Tyler Harrell’s best friend at the time, who was also present during the robbery, has a similar memory of being frightened and anxious after the incident. According to the friend, two men attacked him and Harrell at another friend’s apartment. There were also two girls there. “[One of the men] kicked open the door with a bandana on his face and waved a gun in our faces. When the guy wasn’t looking, Tyler grabbed the gun and began wrestling. I began helping Tyler by punching and kicking the guy.” Both of the assailants escaped to the car, but not before Tyler saw their faces. “Scared the crap out of me,” the friend told The Appeal via text message. “Tyler ended up buying a gun on his 18th birthday because he was actually scared. My mom had cameras installed … I wasn’t able to sleep for a long time because I’d hear leaves falling outside and think it was someone outside my window. Me and Tyler would talk about how [we] had the same problems.” He added that he and Tyler both attended therapy after the incident.
For now, Harrell remains in the Travis County jail near Austin, and his family remains hopeful that his appeal will allow him to present a stronger defense. Harrell’s friend said he had “lost connection” but hopes to continue being his friend. He recalled a time when Harrell came to his house on Christmas just because he was lonely. “Tyler had dreams to be a chef and do all these awesome things. I don’t think for a second Tyler would ever shoot anyone unless he thought it was to protect his family. … I just hope he’s able to bounce back from this.”
Lisa and Peter Harrell, Harrell’s parents, have tried to focus on their son even though they are also concerned that the public generally needs to be more aware of the dangers. “It could be you next,” Peter Harrell told the Austin American-Statesman. And Davis, Harrell’s lawyer, pointed out that the SWAT team seemed ill-prepared for the raid. “Someone got shot,” he said, adding that the casualties could have been much worse if Harrell had had more experience with his weapon. (The Austin Police Department did not respond to requests for comment.)

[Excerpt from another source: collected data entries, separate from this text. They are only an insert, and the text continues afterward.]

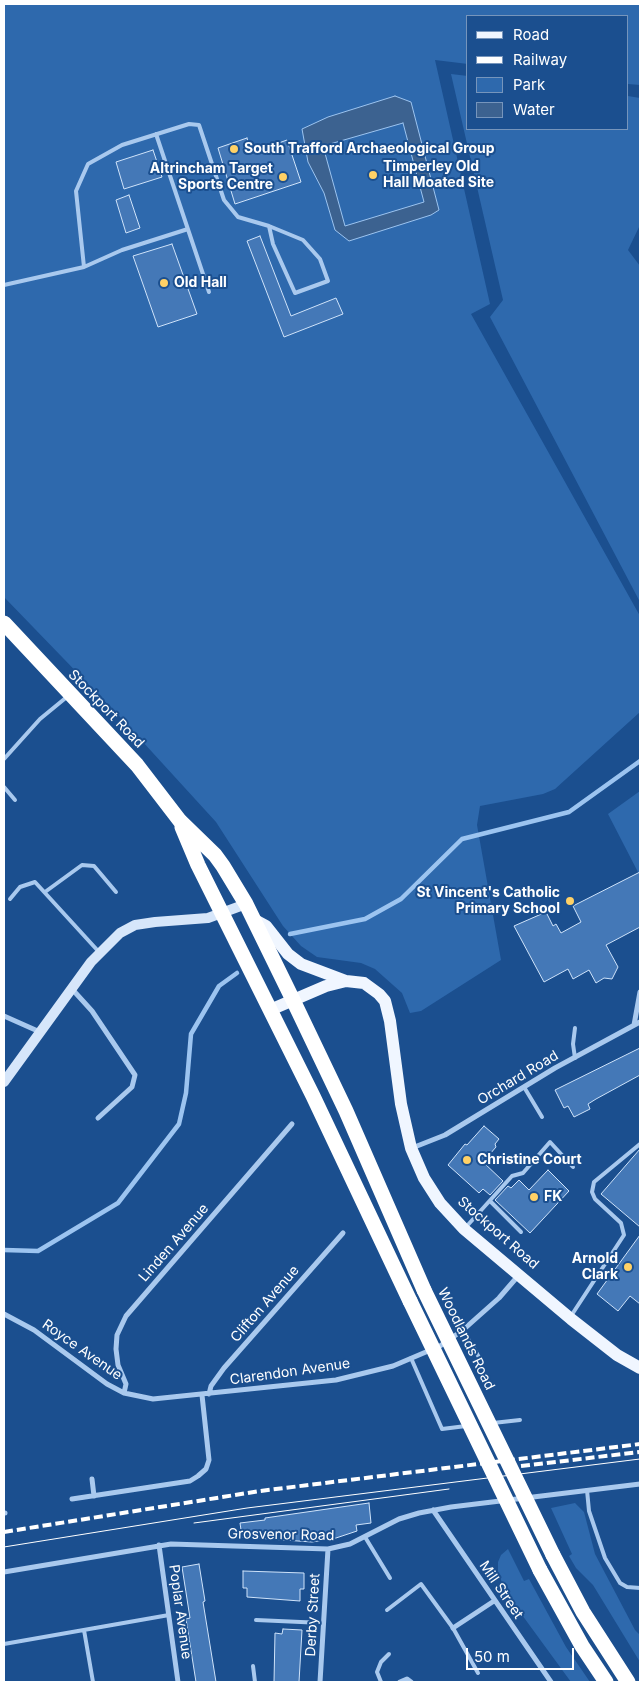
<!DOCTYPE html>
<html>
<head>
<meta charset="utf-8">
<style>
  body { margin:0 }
  #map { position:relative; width:644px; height:1686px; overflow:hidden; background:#1b4f8f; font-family:Inter,sans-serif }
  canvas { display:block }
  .frame { position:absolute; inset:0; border:5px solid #fff; pointer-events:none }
  .legend { position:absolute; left:466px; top:15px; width:162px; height:115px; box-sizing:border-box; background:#1b4f8f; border:1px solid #7695bc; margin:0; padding:6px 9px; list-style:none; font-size:15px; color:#fff }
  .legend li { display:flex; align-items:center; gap:10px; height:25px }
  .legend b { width:25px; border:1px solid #7695bc }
  .scale { position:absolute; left:466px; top:1648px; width:108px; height:22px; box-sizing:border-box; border:2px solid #fff; border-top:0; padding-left:6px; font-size:15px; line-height:18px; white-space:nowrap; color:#fff; -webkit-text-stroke:4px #1b4f8f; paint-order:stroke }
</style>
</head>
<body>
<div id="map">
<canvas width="644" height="1686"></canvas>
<div class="frame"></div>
<ul class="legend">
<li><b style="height:6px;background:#f0f6ff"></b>Road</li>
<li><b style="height:6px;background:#fff"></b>Railway</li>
<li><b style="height:14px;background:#2e69ad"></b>Park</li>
<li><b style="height:14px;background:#3c6290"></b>Water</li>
</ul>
<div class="scale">50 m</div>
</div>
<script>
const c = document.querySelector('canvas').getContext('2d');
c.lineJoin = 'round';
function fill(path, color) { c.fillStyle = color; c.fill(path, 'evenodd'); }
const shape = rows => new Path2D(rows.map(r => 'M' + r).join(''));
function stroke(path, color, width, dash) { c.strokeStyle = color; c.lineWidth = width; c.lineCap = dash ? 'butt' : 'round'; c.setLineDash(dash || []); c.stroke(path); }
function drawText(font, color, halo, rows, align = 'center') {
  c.font = font + ' Inter,sans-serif'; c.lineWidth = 4; c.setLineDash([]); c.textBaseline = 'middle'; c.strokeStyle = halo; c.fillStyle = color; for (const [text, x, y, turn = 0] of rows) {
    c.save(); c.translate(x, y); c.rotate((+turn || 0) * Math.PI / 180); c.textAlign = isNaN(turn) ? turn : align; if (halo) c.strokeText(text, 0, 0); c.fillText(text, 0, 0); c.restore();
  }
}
const green = shape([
  [4,4,640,4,640,85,628,84,628,16,468,16,468,64,435,60,490,304,471,314,640,616,640,712,555,789,543,794,480,806,477,825,501,960,421,1011,410,1013,402,993,375,969,361,963,317,957,301,946,283,926,216,822,121,718,4,597],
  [451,74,468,76,468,129,628,129,628,96,640,98,640,225,628,250,640,266,640,602,490,317,503,300],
  [640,791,640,876,608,814],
  [575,1503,584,1512,595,1554,635,1630,640,1635,640,1662,593,1585,576,1568,569,1556,572,1554,551,1508],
  [508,1549,524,1581,529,1579,566,1647,590,1682,571,1682,506,1593,498,1572,498,1562,501,1555]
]);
const water = shape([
  [395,96,411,102,439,210,431,215,349,241,335,230,324,193,308,162,302,129,328,117,395,96],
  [403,123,424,202,345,226,323,146,403,123]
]);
const stream = shape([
  [290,934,365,919,401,899,462,839,569,812,640,761],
  [4,1250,38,1251,118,1203,179,1124,186,1093,191,1034,219,986,237,973]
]);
const building = shape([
  [247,138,251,153,287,140,301,182,235,204,218,148,247,138],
  [153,150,162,177,124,189,116,162,153,150],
  [129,195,140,228,126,233,116,200,129,195],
  [260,236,291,316,336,298,343,314,284,337,247,241,260,236],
  [172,244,197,314,158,327,133,256,172,244],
  [640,872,640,927,606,945,618,967,612,979,604,978,596,983,589,970,573,979,568,969,544,982,514,926,546,912,553,926,556,924,561,933,581,922,573,906,640,872],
  [640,1048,640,1075,596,1099,588,1104,590,1109,574,1117,568,1106,564,1108,555,1090,640,1048],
  [484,1126,499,1139,495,1144,496,1147,483,1162,503,1181,490,1195,483,1189,479,1193,448,1165,465,1144,467,1145,484,1126],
  [640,1149,640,1227,601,1194,640,1149],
  [548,1170,569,1191,530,1233,495,1200,508,1186,511,1188,519,1180,529,1190,548,1170],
  [640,1235,640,1304,630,1296,618,1311,597,1294,640,1235],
  [369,1503,371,1523,356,1525,357,1531,336,1538,312,1542,242,1537,240,1523,265,1520,265,1518,369,1503],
  [199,1564,205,1601,203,1602,216,1682,196,1682,186,1619,190,1618,182,1567,199,1564],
  [243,1571,304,1573,304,1589,300,1589,300,1601,247,1597,247,1588,243,1588,243,1571],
  [283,1629,302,1630,299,1682,274,1682,275,1633,282,1634,283,1629]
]);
const lane = shape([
  [156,134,209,292],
  [84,267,76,191,88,164,122,145,189,124,199,125,224,200,238,217,269,226,303,240,320,259,328,281,295,293,273,244,269,226],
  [4,285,84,267,122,250,188,229],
  [4,759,40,719,68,696],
  [4,787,15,800],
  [45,892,82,865,94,866,116,892],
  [10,899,20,887,35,882,99,952],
  [575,1058,573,1044,575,1028],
  [524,1087,542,1117],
  [490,1201,521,1232],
  [466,1227,512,1176,523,1173,550,1142,573,1167],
  [571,1316,624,1235,621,1223,595,1199,592,1192,594,1182,640,1144],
  [463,1330,480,1359],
  [411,1358,442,1429,466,1426],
  [493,1423,520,1420],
  [587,1490,589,1511,605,1558,620,1583,627,1587,640,1588],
  [365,1537,390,1578],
  [387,1610,421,1584,453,1628,478,1673],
  [256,1620,323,1623],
  [84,1630,93,1682],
  [4,1644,169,1615],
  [253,1666,255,1682],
  [381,1682,377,1672,381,1662,389,1654]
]);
const street = shape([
  [72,989,92,1011,135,1075,132,1087,98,1118],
  [4,1016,40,1032],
  [634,1025,640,992],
  [412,1148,445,1135,555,1068,640,1022],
  [4,1314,34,1330,107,1384,124,1393,153,1399,336,1380,393,1366,440,1346,463,1330,499,1298,518,1276],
  [124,1393,126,1384,118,1365,116,1349,117,1335,126,1316,292,1124],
  [209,1394,211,1386,224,1368,343,1233],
  [92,1479,94,1496],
  [72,1499,190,1481,198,1476,206,1469,209,1460,202,1395],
  [433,1510,551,1682],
  [4,1513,5,1513],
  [159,1545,178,1682],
  [4,1572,171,1544,328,1549,350,1544,399,1519,419,1513,451,1507,640,1484],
  [453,1628,494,1601],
  [320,1682,328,1549],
  [400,1682,407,1679,411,1682]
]);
const secondary = shape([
  [4,1082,91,962,120,933,135,925,155,922,208,918,246,904]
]);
const primary = shape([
  [253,919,266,926,288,954,301,964,346,981],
  [270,1010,326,986,346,981,364,983,379,994,385,1001,390,1021,401,1104,411,1148,424,1178,440,1203,464,1229,571,1319,617,1355,640,1368]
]);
const highway = shape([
  [4,623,137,765,180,821,215,855,223,866,246,904,293,1000,346,1111,424,1290],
  [182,827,198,865,313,1096,410,1301],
  [553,1555,583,1612,628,1682],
  [540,1570,582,1646,606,1682]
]);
const tram = shape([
  [194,1523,449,1489],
  [4,1547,247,1508,640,1459]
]);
const rail = shape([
  [521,1466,640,1452],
  [4,1532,260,1491,640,1444]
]);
const highwayBridge = shape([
  [424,1290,553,1555],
  [410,1301,540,1570]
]);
const markers = [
  [234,149,5,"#ffd166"],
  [373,175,5,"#ffd166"],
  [283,177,5,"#ffd166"],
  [164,283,5,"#ffd166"],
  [570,901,5,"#ffd166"],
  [467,1160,5,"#ffd166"],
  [534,1197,5,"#ffd166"],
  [628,1267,5,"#ffd166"]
];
const poiNames = [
  ["South Trafford Archaeological Group",244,149],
  ["Timperley Old",383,167],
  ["Hall Moated Site",383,183],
  ["Altrincham Target",273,169,"right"],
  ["Sports Centre",273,185,"right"],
  ["Old Hall",174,283],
  ["St Vincent's Catholic",560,893,"right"],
  ["Primary School",560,909,"right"],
  ["Christine Court",477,1160],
  ["FK",544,1197],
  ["Arnold",618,1259,"right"],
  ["Clark",618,1275,"right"]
];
const streetNames = [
  ["Stockport Road",106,709,46],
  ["Orchard Road",518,1078,-31],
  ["Stockport Road",498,1233,41],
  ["Linden Avenue",174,1243,-49],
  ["Clifton Avenue",265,1304,-49],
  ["Woodlands Road",466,1339,64],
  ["Royce Avenue",82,1350,35],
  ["Clarendon Avenue",290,1372,-8],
  ["Grosvenor Road",281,1535,1],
  ["Mill Street",501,1590,56],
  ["Poplar Avenue",180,1612,82],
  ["Derby Street",313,1615,-87]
];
fill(green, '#2e69ad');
fill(water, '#3c6290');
stroke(water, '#9cc4f0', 1);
stroke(stream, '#9cc4f0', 4.5);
fill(building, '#4478b7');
stroke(building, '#cfe3fa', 1);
stroke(lane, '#a9c9ee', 4);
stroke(street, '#a9c9ee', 5);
stroke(secondary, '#d6e6fa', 10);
stroke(primary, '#f0f6ff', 12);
stroke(highway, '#fff', 15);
stroke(tram, '#fff', 1);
stroke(rail, '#fff', 4, [9, 4]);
stroke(highwayBridge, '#fff', 15);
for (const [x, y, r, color] of markers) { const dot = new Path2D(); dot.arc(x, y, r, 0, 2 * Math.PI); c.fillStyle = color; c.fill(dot); stroke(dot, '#1b4f8f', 2); }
drawText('bold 14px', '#fff', '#1b4f8f', poiNames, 'left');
drawText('14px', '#fff', '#1b4f8f', streetNames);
</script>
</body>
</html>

The injurious outcome of the 2016 raid has not resulted in any policy changes at the police department. In fact, according to its own records, the department ramped up the use of no-knock warrants in 2017 and 2018. And it’s likely that Austin isn’t any safer. Last year, a study found no link between SWAT deployments and public safety. Instead, the researchers found, increased police militarization simply influences the public to have negative opinions of police with no net gains.